------ GIVEN DATA ------

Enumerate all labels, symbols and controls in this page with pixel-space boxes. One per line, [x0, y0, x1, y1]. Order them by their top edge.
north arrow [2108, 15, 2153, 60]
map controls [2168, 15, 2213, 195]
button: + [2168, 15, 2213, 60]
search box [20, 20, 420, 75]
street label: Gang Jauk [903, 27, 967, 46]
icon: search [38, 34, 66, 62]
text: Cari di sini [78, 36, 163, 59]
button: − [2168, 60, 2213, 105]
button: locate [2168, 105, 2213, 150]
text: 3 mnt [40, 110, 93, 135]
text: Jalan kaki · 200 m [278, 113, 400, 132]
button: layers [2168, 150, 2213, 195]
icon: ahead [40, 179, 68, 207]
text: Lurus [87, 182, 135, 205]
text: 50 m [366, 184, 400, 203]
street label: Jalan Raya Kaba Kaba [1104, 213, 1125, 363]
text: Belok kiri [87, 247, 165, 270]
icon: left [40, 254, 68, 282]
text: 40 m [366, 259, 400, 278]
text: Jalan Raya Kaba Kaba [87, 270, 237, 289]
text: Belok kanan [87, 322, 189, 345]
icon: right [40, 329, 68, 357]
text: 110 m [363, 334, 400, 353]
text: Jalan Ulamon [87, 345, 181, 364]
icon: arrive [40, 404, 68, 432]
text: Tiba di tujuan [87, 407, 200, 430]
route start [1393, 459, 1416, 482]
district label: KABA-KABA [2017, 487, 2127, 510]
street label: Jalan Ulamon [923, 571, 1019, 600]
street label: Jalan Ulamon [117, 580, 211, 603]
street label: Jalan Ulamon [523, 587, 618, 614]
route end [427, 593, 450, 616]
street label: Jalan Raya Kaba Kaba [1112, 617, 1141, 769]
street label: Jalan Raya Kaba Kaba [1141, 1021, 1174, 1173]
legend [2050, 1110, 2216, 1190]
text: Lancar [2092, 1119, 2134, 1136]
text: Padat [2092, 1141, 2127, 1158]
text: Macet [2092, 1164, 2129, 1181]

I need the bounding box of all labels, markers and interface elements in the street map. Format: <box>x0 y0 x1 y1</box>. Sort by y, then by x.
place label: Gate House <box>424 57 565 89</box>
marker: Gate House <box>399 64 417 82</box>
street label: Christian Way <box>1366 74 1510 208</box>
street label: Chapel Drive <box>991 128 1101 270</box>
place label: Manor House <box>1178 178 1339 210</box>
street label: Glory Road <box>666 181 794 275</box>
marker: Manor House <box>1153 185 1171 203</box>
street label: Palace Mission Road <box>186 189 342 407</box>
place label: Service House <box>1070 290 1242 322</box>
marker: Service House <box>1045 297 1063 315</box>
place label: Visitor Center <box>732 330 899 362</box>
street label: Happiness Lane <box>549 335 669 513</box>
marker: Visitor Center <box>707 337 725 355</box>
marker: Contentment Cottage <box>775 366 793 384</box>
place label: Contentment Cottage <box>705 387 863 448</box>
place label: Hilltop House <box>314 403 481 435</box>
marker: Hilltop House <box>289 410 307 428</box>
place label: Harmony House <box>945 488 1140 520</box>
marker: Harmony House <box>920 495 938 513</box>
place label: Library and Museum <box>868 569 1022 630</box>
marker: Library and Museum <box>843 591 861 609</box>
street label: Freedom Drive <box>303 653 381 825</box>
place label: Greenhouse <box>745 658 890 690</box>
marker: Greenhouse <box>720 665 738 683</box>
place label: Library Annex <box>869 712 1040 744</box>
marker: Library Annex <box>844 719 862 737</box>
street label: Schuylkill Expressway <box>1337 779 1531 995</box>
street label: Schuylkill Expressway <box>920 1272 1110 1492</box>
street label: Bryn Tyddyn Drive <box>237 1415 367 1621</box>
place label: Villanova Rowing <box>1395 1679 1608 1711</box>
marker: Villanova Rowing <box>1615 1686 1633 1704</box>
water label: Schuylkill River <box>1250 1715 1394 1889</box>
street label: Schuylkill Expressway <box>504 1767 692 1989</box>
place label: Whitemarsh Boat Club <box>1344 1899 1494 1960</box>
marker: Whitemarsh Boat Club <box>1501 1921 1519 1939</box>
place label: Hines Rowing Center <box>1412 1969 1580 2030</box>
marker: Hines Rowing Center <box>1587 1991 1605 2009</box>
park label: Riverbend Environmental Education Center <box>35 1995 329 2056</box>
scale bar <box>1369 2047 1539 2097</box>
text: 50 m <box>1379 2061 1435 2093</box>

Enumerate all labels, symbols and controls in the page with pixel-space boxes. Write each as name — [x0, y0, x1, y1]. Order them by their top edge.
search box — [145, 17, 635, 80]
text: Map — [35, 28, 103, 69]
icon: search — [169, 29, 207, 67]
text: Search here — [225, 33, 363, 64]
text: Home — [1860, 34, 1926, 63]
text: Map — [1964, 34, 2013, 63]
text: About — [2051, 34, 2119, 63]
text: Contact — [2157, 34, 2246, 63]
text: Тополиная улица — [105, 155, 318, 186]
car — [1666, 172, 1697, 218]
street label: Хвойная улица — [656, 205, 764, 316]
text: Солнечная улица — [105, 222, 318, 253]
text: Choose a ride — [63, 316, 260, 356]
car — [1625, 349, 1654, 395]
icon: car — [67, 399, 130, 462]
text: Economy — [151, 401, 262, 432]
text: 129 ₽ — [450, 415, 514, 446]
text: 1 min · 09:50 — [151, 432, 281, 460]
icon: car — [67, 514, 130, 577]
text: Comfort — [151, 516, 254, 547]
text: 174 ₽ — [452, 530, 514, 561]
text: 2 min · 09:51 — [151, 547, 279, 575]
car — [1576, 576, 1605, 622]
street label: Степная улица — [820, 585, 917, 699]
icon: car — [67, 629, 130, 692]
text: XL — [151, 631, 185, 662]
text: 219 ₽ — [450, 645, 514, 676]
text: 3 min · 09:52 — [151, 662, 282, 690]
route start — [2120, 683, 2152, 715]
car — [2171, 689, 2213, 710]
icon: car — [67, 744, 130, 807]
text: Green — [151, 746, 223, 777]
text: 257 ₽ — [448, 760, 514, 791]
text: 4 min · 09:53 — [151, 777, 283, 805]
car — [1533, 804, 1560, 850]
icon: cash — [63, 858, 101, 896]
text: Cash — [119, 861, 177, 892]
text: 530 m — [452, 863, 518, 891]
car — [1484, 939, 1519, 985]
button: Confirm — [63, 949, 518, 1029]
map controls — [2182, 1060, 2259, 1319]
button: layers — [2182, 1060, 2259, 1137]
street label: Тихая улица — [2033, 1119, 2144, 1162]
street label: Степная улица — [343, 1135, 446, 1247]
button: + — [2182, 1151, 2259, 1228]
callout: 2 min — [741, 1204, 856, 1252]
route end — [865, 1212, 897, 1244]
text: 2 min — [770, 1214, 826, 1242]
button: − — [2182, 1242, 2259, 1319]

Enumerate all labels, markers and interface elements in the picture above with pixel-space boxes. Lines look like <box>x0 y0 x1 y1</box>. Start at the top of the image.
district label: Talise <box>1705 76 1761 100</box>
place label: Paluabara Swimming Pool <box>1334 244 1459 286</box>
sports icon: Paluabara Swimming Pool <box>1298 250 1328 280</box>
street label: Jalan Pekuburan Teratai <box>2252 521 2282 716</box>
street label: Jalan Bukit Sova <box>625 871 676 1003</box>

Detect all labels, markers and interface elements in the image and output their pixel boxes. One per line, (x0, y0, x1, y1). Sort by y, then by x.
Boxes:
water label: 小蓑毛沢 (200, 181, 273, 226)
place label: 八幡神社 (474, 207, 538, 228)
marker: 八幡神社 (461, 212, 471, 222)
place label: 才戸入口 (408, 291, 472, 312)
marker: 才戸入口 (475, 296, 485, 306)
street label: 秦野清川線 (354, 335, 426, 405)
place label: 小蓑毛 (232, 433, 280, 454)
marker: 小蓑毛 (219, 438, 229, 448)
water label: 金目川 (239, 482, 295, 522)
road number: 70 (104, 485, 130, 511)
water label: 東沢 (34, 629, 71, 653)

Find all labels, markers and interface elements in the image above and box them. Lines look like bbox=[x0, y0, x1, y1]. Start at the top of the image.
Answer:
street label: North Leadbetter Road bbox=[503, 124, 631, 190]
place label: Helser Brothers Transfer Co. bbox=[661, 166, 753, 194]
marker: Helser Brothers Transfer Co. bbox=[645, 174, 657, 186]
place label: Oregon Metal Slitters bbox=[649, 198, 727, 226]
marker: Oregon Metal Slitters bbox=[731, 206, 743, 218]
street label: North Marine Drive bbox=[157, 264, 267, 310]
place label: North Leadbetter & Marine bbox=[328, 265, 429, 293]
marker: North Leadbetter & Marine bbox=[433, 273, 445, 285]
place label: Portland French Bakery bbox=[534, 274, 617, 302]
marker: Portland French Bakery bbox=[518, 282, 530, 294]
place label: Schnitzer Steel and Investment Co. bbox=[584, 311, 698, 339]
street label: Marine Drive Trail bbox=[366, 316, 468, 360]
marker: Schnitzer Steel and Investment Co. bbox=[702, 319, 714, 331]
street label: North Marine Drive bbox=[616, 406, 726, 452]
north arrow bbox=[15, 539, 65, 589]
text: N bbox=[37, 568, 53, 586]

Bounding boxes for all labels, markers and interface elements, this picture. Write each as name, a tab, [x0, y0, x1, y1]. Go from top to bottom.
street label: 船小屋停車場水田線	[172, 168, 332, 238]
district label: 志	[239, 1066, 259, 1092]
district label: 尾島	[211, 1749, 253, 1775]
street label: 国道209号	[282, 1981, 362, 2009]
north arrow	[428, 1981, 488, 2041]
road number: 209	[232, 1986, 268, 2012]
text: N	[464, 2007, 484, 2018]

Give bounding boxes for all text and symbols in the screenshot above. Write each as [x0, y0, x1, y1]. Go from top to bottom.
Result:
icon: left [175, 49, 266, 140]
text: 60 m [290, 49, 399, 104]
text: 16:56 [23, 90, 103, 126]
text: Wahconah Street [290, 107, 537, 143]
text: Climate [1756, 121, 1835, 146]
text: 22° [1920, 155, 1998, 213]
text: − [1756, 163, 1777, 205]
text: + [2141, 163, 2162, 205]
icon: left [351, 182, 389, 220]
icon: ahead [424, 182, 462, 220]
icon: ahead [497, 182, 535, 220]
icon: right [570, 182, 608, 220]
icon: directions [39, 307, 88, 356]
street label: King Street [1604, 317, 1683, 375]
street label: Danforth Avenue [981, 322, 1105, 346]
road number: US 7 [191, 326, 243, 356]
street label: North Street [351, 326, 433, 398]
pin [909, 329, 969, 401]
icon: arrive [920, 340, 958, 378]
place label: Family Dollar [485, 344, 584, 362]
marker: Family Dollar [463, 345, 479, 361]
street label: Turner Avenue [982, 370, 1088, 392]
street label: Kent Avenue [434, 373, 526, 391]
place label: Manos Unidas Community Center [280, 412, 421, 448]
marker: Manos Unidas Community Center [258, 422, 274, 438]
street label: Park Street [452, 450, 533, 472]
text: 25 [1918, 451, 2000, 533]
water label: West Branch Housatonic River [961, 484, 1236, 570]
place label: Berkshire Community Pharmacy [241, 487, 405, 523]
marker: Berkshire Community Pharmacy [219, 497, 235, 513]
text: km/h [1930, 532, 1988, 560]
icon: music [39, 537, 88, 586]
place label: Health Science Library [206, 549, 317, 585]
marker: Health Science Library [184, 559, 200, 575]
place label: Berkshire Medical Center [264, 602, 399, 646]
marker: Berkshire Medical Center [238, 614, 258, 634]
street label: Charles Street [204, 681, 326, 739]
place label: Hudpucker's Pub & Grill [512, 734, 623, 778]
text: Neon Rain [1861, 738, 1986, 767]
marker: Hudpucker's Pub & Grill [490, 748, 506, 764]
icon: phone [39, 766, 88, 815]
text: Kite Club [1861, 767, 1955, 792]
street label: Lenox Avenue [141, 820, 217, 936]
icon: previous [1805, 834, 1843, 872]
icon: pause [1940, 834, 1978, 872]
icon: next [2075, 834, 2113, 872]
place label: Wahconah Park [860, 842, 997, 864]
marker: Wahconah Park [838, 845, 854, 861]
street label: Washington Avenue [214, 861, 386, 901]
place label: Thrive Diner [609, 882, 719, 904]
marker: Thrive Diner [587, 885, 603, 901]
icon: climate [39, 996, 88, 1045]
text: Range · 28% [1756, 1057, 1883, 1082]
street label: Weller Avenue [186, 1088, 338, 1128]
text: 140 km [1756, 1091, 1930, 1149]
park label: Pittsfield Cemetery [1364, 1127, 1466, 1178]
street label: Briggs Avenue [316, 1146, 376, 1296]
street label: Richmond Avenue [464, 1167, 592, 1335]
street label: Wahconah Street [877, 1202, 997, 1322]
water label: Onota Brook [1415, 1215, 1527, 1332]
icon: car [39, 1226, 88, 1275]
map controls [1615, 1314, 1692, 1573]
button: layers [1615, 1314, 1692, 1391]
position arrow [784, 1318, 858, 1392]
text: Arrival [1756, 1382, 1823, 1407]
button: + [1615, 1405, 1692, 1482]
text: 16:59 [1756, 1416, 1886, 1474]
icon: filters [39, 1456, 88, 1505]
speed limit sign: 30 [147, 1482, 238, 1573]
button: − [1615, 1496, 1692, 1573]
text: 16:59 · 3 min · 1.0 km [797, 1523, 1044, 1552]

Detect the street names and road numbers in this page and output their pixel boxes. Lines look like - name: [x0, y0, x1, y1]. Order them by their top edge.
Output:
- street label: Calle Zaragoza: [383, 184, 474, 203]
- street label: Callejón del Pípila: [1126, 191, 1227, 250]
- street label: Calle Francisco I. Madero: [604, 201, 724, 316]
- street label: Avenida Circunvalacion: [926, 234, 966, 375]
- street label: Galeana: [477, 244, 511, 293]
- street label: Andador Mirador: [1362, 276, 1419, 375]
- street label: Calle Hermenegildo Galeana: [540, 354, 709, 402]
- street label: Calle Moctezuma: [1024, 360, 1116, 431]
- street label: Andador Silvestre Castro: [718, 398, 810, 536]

------

__WHAT TO PRODUCE__.
A line belongs in the answer if it contains the word "like"; please copy each such line from the material.

__ANSWER TO THIS TASK__.
Enumerate all labels, markers and interface elements in the picture above with pixel-space boxes. Lines look like <box>x0 y0 x1 y1</box>. Start at the top of the image.
Find all labels, markers and interface elements in the image above and box them. Lines look like bbox=[x0, y0, x1, y1]. Start at the top of the image.
Detect the street names and road numbers in this page and output their pixel boxes. Lines look like - name: [x0, y0, x1, y1]. Order them by their top edge.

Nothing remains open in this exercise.